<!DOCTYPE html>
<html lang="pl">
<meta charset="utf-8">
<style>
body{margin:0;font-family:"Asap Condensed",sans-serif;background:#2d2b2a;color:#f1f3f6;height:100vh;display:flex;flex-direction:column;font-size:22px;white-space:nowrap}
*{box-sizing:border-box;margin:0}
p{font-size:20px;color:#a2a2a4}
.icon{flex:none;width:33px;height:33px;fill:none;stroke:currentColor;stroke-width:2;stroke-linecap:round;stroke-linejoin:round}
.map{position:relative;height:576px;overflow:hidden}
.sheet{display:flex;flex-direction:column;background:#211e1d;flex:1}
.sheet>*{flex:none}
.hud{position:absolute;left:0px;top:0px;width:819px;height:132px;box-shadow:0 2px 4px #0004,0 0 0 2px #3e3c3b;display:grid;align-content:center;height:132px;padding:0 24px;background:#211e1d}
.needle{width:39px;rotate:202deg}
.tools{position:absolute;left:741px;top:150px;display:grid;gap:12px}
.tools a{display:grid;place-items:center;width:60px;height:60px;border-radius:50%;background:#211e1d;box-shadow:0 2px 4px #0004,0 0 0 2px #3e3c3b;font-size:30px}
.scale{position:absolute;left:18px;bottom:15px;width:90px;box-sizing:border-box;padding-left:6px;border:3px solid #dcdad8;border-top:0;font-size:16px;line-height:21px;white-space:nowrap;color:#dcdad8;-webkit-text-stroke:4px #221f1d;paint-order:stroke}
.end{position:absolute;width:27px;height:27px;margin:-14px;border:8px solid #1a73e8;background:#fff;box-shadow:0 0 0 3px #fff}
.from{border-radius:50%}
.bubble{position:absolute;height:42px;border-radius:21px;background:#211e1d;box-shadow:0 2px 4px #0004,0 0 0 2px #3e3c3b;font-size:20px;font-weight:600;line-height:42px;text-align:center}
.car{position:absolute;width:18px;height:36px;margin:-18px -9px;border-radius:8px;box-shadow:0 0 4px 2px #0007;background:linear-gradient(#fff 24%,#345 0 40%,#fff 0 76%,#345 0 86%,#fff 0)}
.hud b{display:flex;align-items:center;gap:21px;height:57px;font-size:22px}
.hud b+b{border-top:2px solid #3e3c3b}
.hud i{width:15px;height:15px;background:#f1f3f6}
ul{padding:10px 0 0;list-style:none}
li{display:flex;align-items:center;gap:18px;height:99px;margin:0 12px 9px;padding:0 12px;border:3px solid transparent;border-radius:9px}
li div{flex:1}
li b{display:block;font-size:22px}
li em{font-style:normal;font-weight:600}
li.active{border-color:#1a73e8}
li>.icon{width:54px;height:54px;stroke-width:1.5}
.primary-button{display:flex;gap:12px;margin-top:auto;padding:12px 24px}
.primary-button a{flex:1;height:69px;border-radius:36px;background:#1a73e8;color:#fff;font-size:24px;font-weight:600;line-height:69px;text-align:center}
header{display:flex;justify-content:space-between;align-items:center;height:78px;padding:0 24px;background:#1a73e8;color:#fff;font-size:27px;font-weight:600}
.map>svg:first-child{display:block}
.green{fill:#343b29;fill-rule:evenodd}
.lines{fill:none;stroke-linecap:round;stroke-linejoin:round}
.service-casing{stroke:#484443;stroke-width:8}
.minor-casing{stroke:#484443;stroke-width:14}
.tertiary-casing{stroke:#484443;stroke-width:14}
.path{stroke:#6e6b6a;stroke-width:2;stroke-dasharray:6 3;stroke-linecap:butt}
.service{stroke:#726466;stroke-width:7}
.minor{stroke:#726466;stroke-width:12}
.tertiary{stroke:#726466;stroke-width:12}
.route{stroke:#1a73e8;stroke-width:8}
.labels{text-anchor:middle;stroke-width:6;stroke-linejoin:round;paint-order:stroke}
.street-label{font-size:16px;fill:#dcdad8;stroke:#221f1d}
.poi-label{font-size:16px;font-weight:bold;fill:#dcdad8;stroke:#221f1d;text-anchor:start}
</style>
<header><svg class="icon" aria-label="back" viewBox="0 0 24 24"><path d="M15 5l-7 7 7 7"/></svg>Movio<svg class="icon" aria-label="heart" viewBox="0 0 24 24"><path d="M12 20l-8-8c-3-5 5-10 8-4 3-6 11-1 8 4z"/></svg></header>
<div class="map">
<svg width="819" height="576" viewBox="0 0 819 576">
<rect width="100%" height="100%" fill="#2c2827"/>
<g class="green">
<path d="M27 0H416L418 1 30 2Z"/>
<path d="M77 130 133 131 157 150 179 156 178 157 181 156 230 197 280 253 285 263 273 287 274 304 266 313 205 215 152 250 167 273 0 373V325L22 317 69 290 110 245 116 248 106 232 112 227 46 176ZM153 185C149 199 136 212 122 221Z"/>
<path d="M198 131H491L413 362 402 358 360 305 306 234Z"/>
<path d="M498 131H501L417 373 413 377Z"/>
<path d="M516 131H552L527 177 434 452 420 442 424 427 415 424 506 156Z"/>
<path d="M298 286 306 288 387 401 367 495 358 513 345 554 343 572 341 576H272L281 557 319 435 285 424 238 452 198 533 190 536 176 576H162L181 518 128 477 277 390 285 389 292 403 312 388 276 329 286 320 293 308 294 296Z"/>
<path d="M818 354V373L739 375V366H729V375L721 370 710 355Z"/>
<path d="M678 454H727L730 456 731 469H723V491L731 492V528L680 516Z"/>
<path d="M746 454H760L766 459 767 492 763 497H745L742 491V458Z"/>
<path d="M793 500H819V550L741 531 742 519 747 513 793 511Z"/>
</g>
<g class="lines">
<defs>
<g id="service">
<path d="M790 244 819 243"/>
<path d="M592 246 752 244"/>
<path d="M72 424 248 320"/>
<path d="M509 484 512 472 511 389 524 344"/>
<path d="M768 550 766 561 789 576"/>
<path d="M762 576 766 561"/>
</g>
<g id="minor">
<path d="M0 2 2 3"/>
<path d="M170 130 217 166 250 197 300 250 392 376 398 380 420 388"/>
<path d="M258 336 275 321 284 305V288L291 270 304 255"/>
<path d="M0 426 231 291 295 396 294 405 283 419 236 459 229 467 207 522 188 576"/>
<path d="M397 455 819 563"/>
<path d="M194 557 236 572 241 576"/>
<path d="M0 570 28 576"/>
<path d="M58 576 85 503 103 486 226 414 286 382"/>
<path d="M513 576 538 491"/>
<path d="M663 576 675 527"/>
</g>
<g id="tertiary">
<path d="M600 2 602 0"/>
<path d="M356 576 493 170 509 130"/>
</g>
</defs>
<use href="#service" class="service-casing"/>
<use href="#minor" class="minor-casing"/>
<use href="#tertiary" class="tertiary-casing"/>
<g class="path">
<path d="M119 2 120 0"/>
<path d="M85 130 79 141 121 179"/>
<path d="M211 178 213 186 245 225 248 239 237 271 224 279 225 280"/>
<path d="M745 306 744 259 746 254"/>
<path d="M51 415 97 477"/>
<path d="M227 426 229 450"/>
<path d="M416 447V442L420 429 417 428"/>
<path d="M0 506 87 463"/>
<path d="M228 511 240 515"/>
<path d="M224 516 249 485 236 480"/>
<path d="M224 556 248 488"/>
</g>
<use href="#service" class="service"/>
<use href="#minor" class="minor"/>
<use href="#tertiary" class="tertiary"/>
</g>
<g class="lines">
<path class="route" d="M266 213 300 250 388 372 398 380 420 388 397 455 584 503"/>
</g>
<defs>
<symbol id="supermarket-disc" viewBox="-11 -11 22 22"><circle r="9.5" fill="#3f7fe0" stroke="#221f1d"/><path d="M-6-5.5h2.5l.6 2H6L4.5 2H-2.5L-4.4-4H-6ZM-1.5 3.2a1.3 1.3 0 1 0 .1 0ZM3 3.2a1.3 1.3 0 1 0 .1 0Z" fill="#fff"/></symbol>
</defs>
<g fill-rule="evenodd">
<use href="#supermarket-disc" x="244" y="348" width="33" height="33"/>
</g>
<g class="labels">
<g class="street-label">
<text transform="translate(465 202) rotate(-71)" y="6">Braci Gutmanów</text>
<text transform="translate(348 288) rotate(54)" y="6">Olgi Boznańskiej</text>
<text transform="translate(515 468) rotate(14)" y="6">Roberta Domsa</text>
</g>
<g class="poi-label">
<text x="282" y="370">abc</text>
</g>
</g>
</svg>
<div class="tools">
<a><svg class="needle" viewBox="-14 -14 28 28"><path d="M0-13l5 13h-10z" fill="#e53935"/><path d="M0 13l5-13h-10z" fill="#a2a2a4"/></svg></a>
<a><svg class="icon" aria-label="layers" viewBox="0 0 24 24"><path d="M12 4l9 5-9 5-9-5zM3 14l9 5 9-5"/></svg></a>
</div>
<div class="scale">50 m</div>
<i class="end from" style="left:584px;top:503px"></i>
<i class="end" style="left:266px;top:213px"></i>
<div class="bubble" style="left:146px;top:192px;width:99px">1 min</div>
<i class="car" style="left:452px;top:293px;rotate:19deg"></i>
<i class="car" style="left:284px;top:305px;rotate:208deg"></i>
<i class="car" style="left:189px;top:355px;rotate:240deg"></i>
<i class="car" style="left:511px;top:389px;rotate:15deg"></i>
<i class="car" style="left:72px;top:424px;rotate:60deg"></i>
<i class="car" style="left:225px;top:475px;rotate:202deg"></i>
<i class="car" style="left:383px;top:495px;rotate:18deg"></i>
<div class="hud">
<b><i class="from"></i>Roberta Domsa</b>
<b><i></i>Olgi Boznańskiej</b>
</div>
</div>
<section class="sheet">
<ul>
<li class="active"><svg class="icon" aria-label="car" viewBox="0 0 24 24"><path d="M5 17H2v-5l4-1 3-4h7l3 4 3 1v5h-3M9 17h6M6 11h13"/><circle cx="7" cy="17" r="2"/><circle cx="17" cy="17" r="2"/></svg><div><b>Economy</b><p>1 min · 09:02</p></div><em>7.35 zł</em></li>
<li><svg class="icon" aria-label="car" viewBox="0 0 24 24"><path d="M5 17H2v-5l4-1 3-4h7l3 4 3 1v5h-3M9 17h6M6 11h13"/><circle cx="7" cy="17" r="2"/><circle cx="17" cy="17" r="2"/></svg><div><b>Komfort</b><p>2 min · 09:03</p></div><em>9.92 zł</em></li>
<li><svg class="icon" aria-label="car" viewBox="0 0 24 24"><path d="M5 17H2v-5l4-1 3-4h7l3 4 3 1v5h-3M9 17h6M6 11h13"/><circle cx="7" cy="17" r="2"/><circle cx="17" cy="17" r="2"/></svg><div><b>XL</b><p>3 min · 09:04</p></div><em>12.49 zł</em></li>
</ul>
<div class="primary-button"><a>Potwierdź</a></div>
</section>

· · · ·

◆ BRIEF
Could you work out how many lines in the records include "linecap"? Answer with the number only.

◆ WRITTEN SOLUTION
3